-------- SOURCE DATA --------

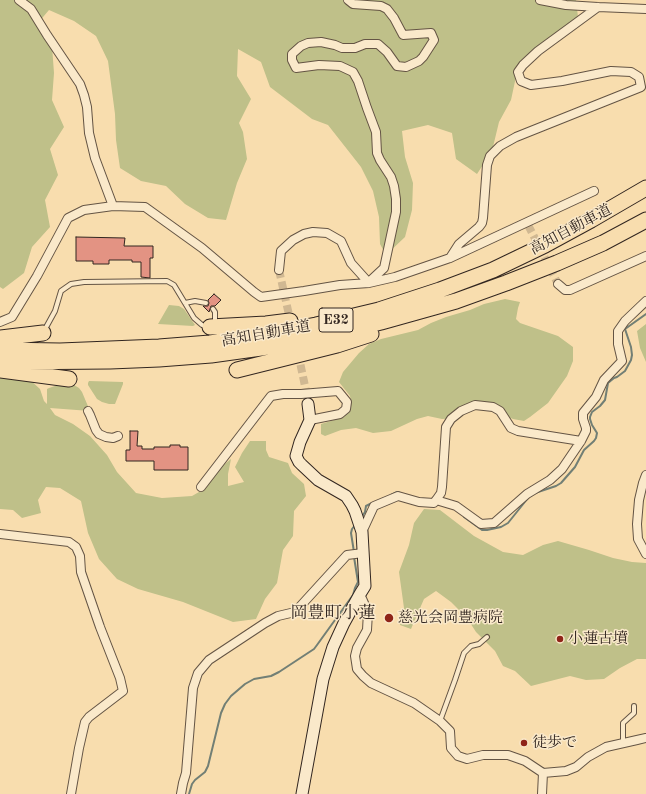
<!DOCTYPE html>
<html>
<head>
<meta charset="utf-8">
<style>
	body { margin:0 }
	canvas { display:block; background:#f8ddae }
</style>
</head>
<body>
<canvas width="646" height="794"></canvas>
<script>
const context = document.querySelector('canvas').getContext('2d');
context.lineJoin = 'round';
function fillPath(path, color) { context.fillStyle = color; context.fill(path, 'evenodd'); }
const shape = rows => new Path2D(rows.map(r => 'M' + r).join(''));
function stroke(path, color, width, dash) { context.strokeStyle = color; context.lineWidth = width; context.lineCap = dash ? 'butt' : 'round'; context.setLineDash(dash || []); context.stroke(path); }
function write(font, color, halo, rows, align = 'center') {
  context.font = font + ' "Old Standard TT","Noto Serif JP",serif'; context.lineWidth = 3; context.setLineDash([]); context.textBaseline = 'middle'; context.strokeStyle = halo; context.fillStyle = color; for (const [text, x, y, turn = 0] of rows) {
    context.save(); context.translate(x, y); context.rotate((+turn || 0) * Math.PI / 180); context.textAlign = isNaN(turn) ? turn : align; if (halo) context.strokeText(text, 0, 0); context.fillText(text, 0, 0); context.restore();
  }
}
fillPath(shape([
	[0,0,576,0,578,17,517,72,511,100,499,122,492,151,477,174,456,159,452,133,428,125,402,131,405,157,413,183,412,210,405,237,386,255,380,244,379,217,373,191,361,167,328,125,312,119,270,87,261,62,238,49,237,76,251,99,239,123,243,132,247,159,237,183,226,220,208,218,185,204,166,186,141,181,120,168,116,140,115,114,108,61,96,36,74,21,49,10,38,23,52,46,54,73,52,100,64,127,50,149,58,175,45,200,50,227,32,247,24,273,3,289,0,287],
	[505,299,520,302,518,308,516,319,520,323,558,336,573,347,573,361,567,376,548,403,530,417,524,421,513,419,486,408,470,407,460,418,442,419,428,416,417,419,391,431,373,433,356,428,341,430,325,436,321,434,321,424,344,417,350,409,351,401,350,396,339,382,343,372,359,353,369,344,381,339,418,330,431,323,446,317,470,310,484,304],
	[169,305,179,306,184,309,195,325,193,326,158,324],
	[646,324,646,362,640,348,637,331],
	[0,377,29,379,40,389,44,401,47,404,47,389,49,388,61,384,74,385,79,388,82,392,90,411,50,408,55,415,73,424,90,436,107,455,117,472,136,493,162,498,192,496,206,488,217,470,231,459,228,474,228,486,244,482,235,467,242,453,250,441,266,441,266,450,269,457,288,463,292,473,304,484,306,496,294,511,293,536,283,550,277,583,265,599,256,619,233,622,183,602,138,589,117,579,99,559,88,533,81,501,60,488,46,487,38,500,41,513,22,518,13,510,0,509],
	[89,381,123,382,123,384,115,404,109,404,102,402,97,399,88,385,88,383],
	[424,509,440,510,474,536,503,552,523,555,543,545,558,541,589,550,613,558,632,562,646,563,646,659,637,659,620,668,604,679,586,680,570,676,531,686,515,671,503,666,495,651,476,632,467,618,451,602,436,591,424,599,411,629,400,625,404,608,399,572,409,545,414,523]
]), '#bfc089');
stroke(shape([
	[535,493,556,486,561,483,575,467,584,450,594,441,596,438,597,433,592,425,590,419,590,417,592,412,600,406,605,400,608,383,614,378,617,377,625,371,631,360,632,355,631,347,625,329,646,314],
	[391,495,397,492,400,493],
	[464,517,482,530,487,530,501,527,508,523,528,498],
	[361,518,365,512,366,506,372,503],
	[354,552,351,533,352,529,356,524],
	[189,794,192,784,195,780,205,772,208,766,221,713,225,704,231,696,245,684,254,679,271,676,279,672,314,649,317,645,353,595,355,588,358,582,354,557]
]), '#727f75', 2);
const building = shape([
	[76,237,125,238,124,246,153,246,153,258,150,258,150,278,141,277,141,262,132,262,132,260,109,260,109,264,93,264,93,261,76,261,76,237],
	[214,294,221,300,215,306,211,306,209,312,203,306,208,306,209,303,208,300,214,294],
	[130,431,138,431,137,446,142,446,142,449,154,449,154,447,170,447,170,445,180,445,180,447,188,447,188,470,154,470,154,461,126,461,126,450,130,450,130,431]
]);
fillPath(building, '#e39383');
stroke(building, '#322620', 1);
stroke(shape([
	[528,225,543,254,558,284],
	[279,270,291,324],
	[298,353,308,400]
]), '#d0b892', 8, [8, 4]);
const lane = shape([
	[185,303,195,301,206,303],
	[213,309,215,312,215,324],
	[44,331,55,311,61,291,71,284,84,282,167,281,174,285,194,318,202,325,207,327],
	[440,721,455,680,464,653,471,646,479,644,487,637],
	[623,743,623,723,634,713,634,706]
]);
const street = shape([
	[19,0,31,9,47,35,80,84,84,95,87,107,89,133,95,158,113,206],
	[348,0,353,4,381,6,387,9,394,18,403,35,431,33,434,40,423,57,419,61,406,67,397,66,387,52,378,44,365,44,355,48,342,48,335,45,321,42,308,43,301,46,292,54,292,60,296,68,319,65,340,66,353,72,358,81,367,108,376,132,377,153,380,160,391,177,394,186,396,199,396,212,384,268,369,282],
	[540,0,566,5,598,7,646,9],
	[450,258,459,244,479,227,482,223,483,218,487,165,490,156,500,146,516,137,641,87,639,77,631,72,611,71,562,81,531,85,521,81,518,72,523,65,538,51,598,7],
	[279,270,281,251,293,240,304,234,313,232,327,233,341,241,351,263,369,283],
	[558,284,565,290,570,290,646,256],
	[0,322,12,317,37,276,68,218,84,210,113,206,145,207,202,248,254,292,261,297,304,291,340,285,369,283,395,277,450,258,594,191],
	[88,411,90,415,96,430,99,434,106,437,113,438,118,436],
	[646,475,643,483,639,500,637,524,638,539,646,554],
	[201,487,271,396,283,394,301,394,338,391,347,402,346,409,340,414,310,420],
	[436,500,456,506,481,524,494,523,527,494,550,480,562,469,581,441,586,431,586,428,583,419,583,413,596,397,604,380,622,361,618,344,618,331,625,321,646,301],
	[362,532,374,506,398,496,419,502,434,503,441,493,442,487,446,427,451,419,461,411,475,405,493,407,500,411,511,428,518,431,581,441],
	[0,534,69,542,76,547,80,556,81,572,100,627,120,678,123,691,89,717,85,722,79,748,71,794],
	[360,594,368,612,367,630,357,648,355,656,357,669,363,676,371,683,414,703,440,721,450,731,451,748,458,756,467,759,483,755,508,755,525,761,543,773,566,771,576,767,588,757,606,747,637,740,646,738],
	[181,794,183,783,186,773,193,688,198,673,209,660,265,623,278,616,295,612,347,555,363,553],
	[542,794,543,773]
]);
const secondary = shape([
	[302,794,323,679,333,647,344,623,360,594,365,586,362,532,355,511,352,505,346,496,318,480,302,465,299,462,296,456,300,442,310,420,308,404]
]);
const highway = shape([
	[210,327,266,324,290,321],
	[0,338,43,333],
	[0,350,60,351,110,349,159,347,210,343,259,336,316,325,379,310,440,290,493,270,545,245,591,220,646,188],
	[0,362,110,361,159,359,211,355,261,348,317,338,381,322,456,301,506,283,557,263,603,243,646,220],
	[0,370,69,379],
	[237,370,337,345,371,334]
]);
stroke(lane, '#645444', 6);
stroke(street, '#645444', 10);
stroke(secondary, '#322620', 13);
stroke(highway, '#322620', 17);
stroke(lane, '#fae9ca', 4);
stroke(street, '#fae9ca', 8);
stroke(secondary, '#fae9ca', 11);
stroke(highway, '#f8ddae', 15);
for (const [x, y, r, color] of [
	[389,618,5,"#8f2418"],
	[560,639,4,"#8f2418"],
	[524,743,4,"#8f2418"]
]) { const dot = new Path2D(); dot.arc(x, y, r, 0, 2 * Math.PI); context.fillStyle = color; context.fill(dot); stroke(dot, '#fae9ca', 1.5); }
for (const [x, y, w] of [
	[336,320,34]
]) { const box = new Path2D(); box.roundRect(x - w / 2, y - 12, w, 24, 3); context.fillStyle = '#fae9ca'; context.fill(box); stroke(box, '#322620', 1); }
write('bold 14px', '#322620', null, [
	["E32",336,320]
]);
write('15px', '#322620', '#fae9ca', [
	["高知自動車道",571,230,-28],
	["高知自動車道",266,334,-10]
]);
write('15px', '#322620', '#fae9ca', [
	["慈光会岡豊病院",398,618],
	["小蓮古墳",568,639],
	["徒歩で",532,743]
], 'left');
write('17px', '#322620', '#fae9ca', [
	["岡豊町小蓮",333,614]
]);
</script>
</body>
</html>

--------

Begin at the top of the records above and retype each line exactly until the line containing "context.lineJoin = 'round';", which is included. Skip all pictures.

FINISHED TASK
<!DOCTYPE html>
<html>
<head>
<meta charset="utf-8">
<style>
	body { margin:0 }
	canvas { display:block; background:#f8ddae }
</style>
</head>
<body>
<canvas width="646" height="794"></canvas>
<script>
const context = document.querySelector('canvas').getContext('2d');
context.lineJoin = 'round';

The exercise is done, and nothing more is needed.